I have a question about sequential processing within a Spark batch. Here is a stylized version of the question I am trying to get answer on to keep it simple.
import org.apache.spark.sql.SparkSession
val spark = SparkSession
.builder()
.appName("Simple Dataframe Processing")
.config("spark.some.config.option", "some-value")
.getOrCreate()
// For implicit conversions like converting RDDs to DataFrames
import spark.implicits._
val df = spark.read.json("devices.json")
// Displays the content of the DataFrame to stdout
df.show()
// +-------------------------+
// | device-guid| Operation|
// +----+-------+-------------
// |1234 | Add 3 |
// |1234 | Sub 3 |
// |1234 | Add 2 |
// |1234 | Sub 2 |
// |1234 | Add 1 |
// |1234 | Sub 1 |
// +----+-------+------------+
//I have a Database with one table with following columns
// device-guid (primary key) result
//I would like to take df and for each row in the df do a update operation to a single DB row, Adding or removing number as described in Operation column
//So the result I am expecting at the end of this in the DB is a single row with
// device-guid result
// 1234 0
df.foreach { row =>
UpdateDB(row) //Update the DB with the row's Operation.
//Actual method not shown
}
Let us say I run this in a spark cluster with YARN with 5 executors with 2 core each across 5 worker nodes. What in Spark guarantees that the UpdateDB operation is scheduled and executed in sequence of the rows in the dataframe and not EVER scheduled and executed in parallel?

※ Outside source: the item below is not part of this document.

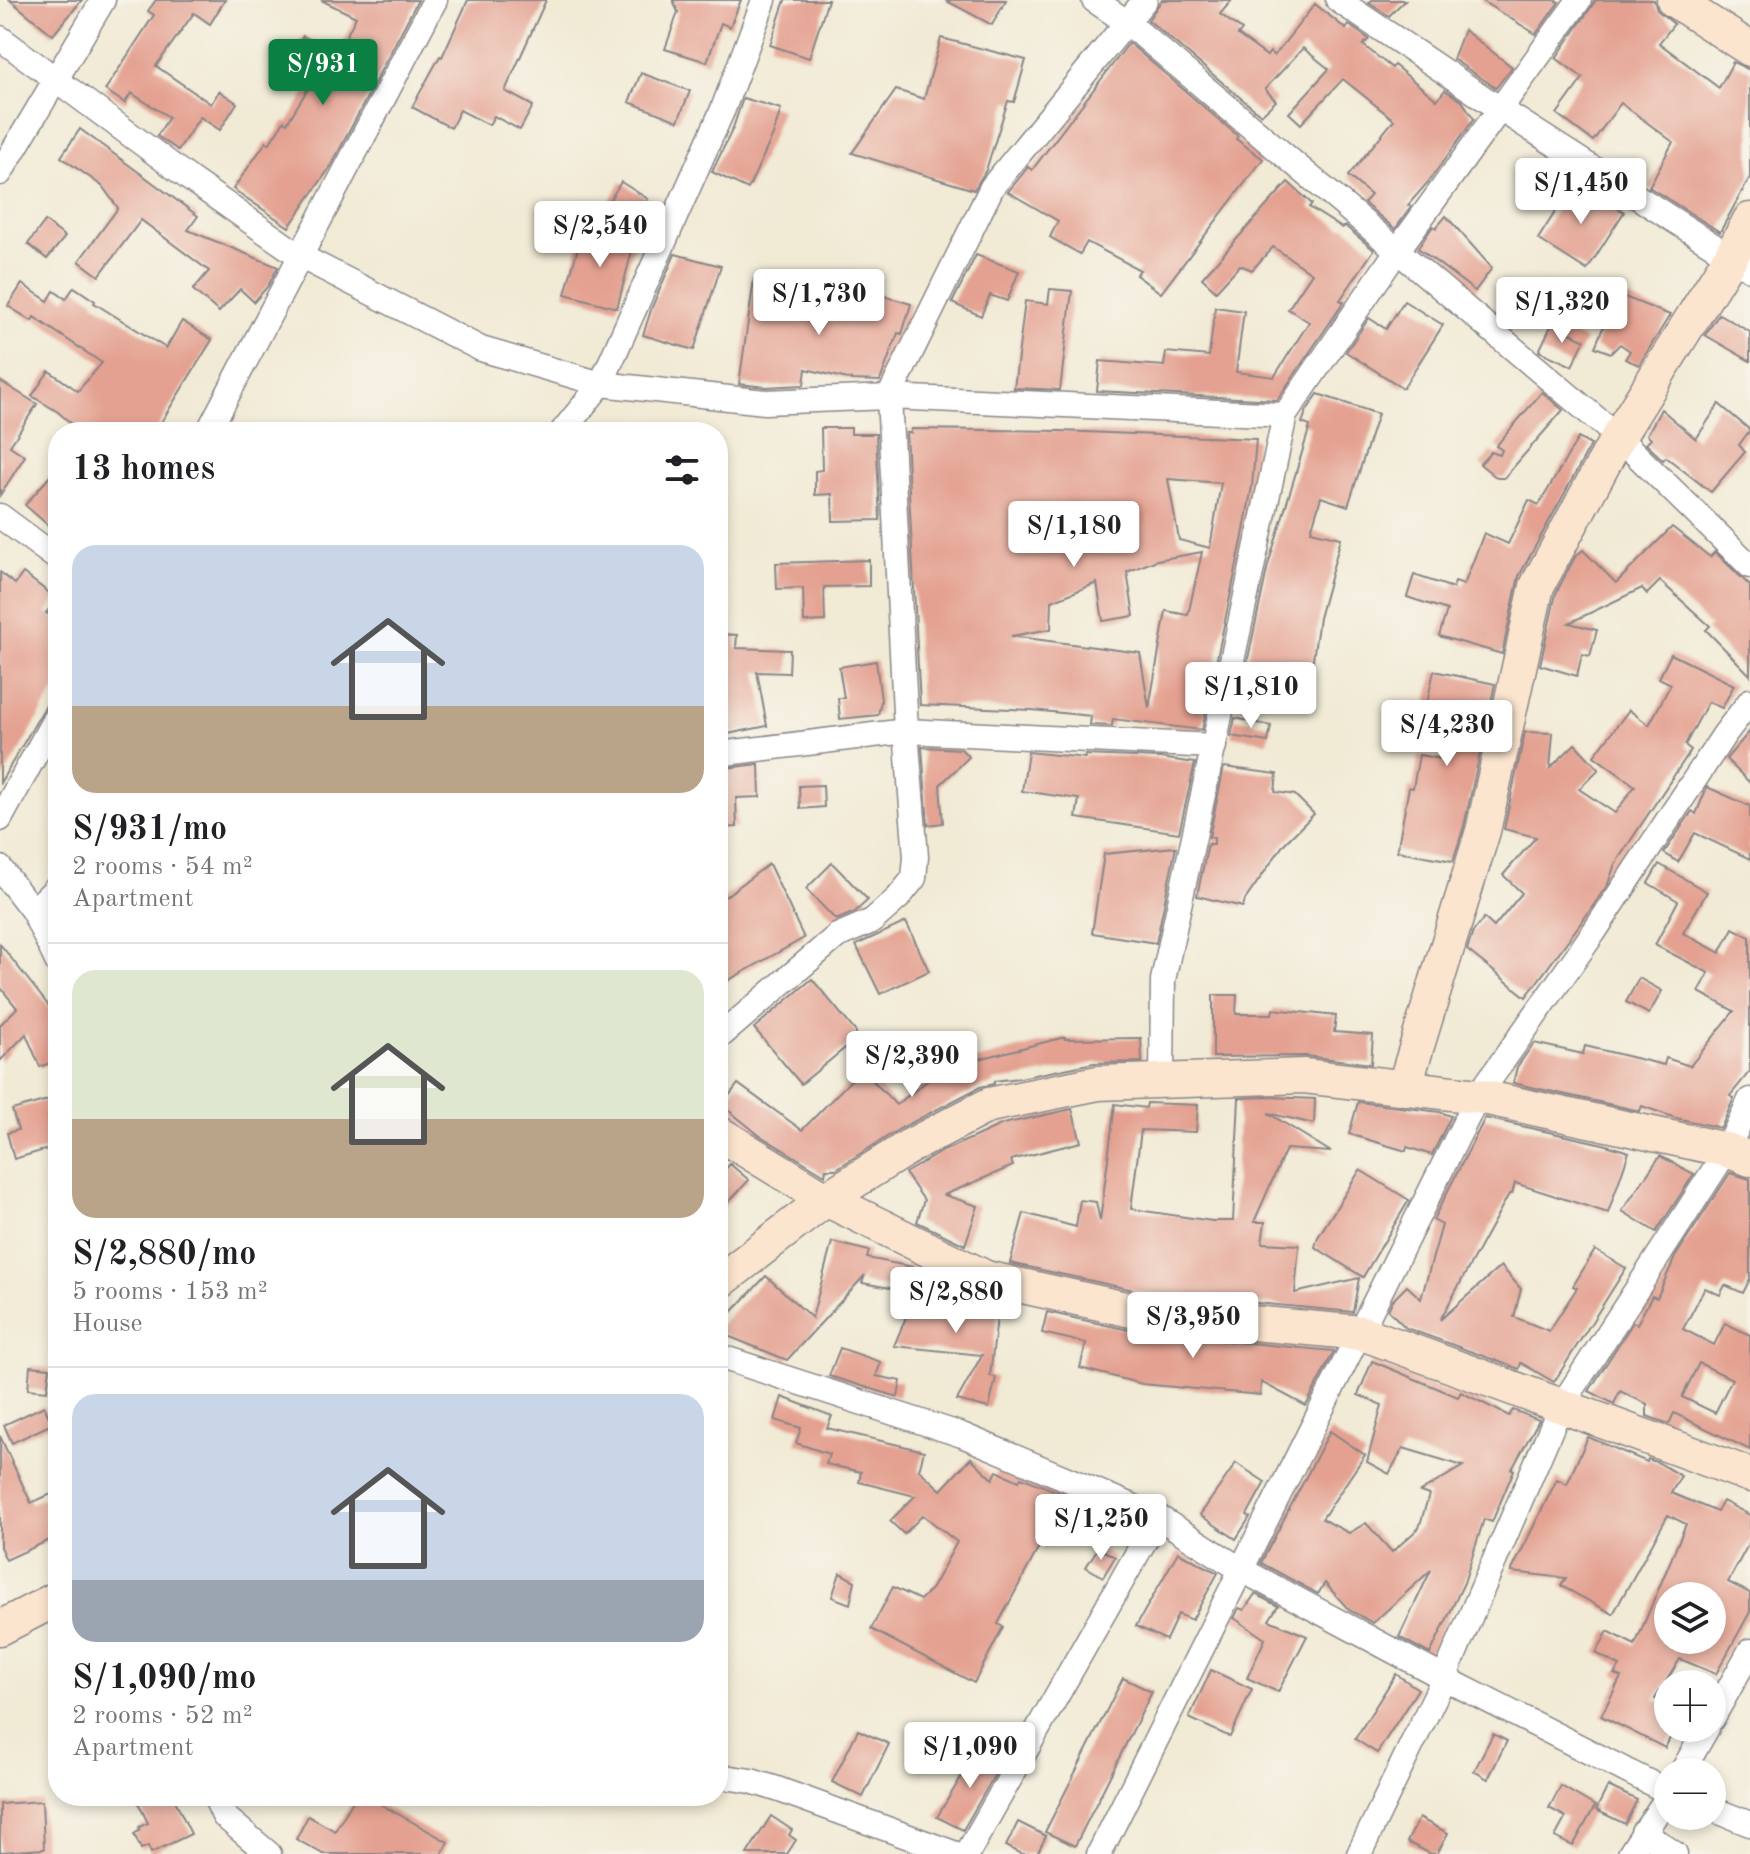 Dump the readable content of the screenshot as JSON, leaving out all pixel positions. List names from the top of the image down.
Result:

i.e I always want to get answer of 0 in result column in my DB.
The question in the larger sense is 'what guarantees sequential processing of operations on a dataframe even with multiple executors and cores'?
Can you point me Spark document that indicates that these tasks will be processed in sequence?
Is there any Spark property that need to be set for this to work?
Regards,
Venkat